The problem with Michael Moore is that he’s become too famous. Not too famous for his career, of course. As the most successful documentarian in the history of movie making, Moore still receives more critical recognition and box office numbers than anyone else in the genre. But he has become too famous for his films to reach their intended audiences.

Like him or not, the fact is you already have an opinion of Michael Moore. And though he’s seen by many as a champion for the people, constantly defending the rights of the poor, the weak and the forgotten against the evils and everyday hypocrisies of capitalism, there’s just as many who view him as a snarky, self-important blowhard whose ideas are dangerous for the economy and the country as a whole.

To be fair, Moore had a hand in making people hate him. One of his most famous films, “Farenheit 9/11,” has a premise that boils down to “Look how stupid the president of our country is.” And there’s a valid argument to be made there, because his stupidity led to disastrous wars in the Middle East and thousands of American lives lost. Still, it isn’t the best way to make friends on the right.

Of course, most of Moore’s films ignore politics altogether and discuss issues only as they affect the average citizen. Consider something like “Downsize This,” which points out the unfair way blue collar workers are allowed to be abandoned by companies they’ve been loyal to for years or even decades.

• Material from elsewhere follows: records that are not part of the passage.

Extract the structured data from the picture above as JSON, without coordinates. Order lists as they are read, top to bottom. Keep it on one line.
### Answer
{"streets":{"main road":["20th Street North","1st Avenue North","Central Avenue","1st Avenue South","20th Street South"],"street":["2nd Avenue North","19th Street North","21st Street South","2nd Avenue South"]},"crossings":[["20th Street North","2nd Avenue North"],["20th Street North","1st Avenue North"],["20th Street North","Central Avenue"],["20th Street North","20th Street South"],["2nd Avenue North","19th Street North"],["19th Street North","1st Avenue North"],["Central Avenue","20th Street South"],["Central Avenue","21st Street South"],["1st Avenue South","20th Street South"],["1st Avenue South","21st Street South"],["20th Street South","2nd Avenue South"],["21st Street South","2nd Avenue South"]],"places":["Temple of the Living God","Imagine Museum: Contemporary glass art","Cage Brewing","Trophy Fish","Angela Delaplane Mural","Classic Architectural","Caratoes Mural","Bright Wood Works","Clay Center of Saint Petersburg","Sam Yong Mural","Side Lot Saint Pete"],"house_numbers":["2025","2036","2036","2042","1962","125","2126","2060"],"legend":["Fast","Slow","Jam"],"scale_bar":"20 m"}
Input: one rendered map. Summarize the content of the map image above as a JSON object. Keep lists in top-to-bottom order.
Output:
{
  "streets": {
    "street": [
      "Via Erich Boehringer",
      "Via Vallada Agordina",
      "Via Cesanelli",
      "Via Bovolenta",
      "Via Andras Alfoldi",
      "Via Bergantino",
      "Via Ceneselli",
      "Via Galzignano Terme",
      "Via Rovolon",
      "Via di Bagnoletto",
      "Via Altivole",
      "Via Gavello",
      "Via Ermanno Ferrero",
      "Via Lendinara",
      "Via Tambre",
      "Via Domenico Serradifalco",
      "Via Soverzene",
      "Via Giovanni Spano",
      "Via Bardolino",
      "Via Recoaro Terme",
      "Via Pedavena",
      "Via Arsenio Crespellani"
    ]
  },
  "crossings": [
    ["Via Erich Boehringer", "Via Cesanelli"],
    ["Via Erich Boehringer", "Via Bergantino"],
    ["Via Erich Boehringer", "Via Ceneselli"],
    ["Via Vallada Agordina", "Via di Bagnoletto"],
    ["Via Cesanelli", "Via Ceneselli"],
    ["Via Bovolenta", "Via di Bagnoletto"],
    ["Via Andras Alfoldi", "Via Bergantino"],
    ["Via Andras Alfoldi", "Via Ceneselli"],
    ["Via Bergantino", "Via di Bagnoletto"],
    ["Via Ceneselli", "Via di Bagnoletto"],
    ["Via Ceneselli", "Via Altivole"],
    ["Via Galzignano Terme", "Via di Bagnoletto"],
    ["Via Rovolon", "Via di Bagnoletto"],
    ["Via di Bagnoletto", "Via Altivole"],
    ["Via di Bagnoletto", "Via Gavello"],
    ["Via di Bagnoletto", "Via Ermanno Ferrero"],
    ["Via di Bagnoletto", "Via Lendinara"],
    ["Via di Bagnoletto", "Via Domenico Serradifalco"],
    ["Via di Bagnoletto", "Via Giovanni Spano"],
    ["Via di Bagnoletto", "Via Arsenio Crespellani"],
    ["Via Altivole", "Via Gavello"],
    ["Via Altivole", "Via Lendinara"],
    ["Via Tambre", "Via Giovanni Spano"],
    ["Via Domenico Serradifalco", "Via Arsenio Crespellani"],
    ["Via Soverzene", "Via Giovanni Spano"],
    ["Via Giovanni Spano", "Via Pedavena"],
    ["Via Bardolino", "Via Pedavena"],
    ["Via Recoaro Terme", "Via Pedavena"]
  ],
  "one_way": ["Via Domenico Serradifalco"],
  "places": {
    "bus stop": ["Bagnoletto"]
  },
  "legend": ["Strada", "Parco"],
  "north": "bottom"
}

Or Moore’s last effort, “Sicko,” the premise of which is essentially “People should not be allowed to suffer and die from an inability to receive medical care, especially if those people are already covered by medical insurance.”

 You would think such a unitarian and humanist viewpoint would be embraced by everyone, regardless of their political leanings. But look no further than the current health care debate — which, by the way, Moore himself had no small part in starting — to see that simply isn’t true. It seems anything Moore says will be met with both respect and rage, regardless of what he’s actually saying.

So, reasons Moore, why not go for broke and say precisely what’s wrong with this country and modern society as a whole? And thus, we have “Capitalism: A Love Story.”

The premise? Capitalism is an inherently evil, anachronistic and out-of-control system that is beyond repair and, therefore, must be destroyed. It’s essentially saying that everything the conservative right believes in is wrong, although that’s not to say it’s a Democractic film any more than it is a Republican one. In fact, Democrats receive some of the film’s harshest criticisms.

In “Capitalism,” Moore is offering a nonpartisan middle finger to the government, both left and right, who either argue for the ability of capitalism to bypass regulation publicly (Republicans) or who simply sign the checks in private (Democrats).

They’re both wrong, argues Moore, and it’s absurd to continue worshipping at the shrine of an economic system that can charitably be described as broken, and less charitably described as a sin — fundamentally opposed to the teachings of every major religion.

But he only hints at another option. He repeatedly calls for democracy, but what he’s really talking about is socialism — which is as democratic as any economic system could ever be — and if we can’t even socialize something as simple and essential as health care, how are we ever going to socialize the entire political and economic systems of America? It’s a problem Moore chooses not to address, probably because it’s such a losing battle there’s really no point in even fighting it.

 As a film, “Capitalism” is decidely another Michael Moore movie, which is fine. He should do what he does best and, this late in the game, veering wildly off course would only seem like a cop-out. So expect lots of archived footage and personal stories told under Moore’s narration.

But there is an absence of the now infamous Michael Moore stunt, and the ones that made it in (like attempting to make a citizen arrest of the CEOs of the largest banking corporations) probably should have been left out. They don’t sell his point nearly as well as the true stories he tells.

And those stories do sell his point, incredibly well and in heartbreaking detail. But does “Capitalism” succeed as a rallying call? That still remains to be seen.

It’s an incredibly effective film: It explains and backs up its hypothesis well and it’s entertaining in the process. But the film ends in what seems to be a call to arms, directly addressing the viewer to take action in the citizen revolt Moore seems to think is soon coming.

 And maybe he’s right. Perhaps “Capitalism” will pick up speed, people will see it and recommend it to their friends, families and co-workers and before too long a sizable portion of the population will be angry. Maybe all these angry people will quit their jobs and occupy their days instead by throwing trash cans through shop fronts and burning down chain coffee shops.

 Maybe the capitalist system we’ve had since the founding of this country will be dismantled by the people, replaced instead with a socialist system so democratic and equal it resurrects Karl Marx from the dead like an even bushier-bearded Jesus.

 Or maybe, the biggest reaction this film will see is a crowd of already like-minded moviegoers nodding their heads in agreement, and then going back to work at their minimum wage jobs, further inflating the stocks and salaries of multi-national corporate CEOs. Moore deserves credit for trying, but if this is the revolution, it’s just not going to cut it.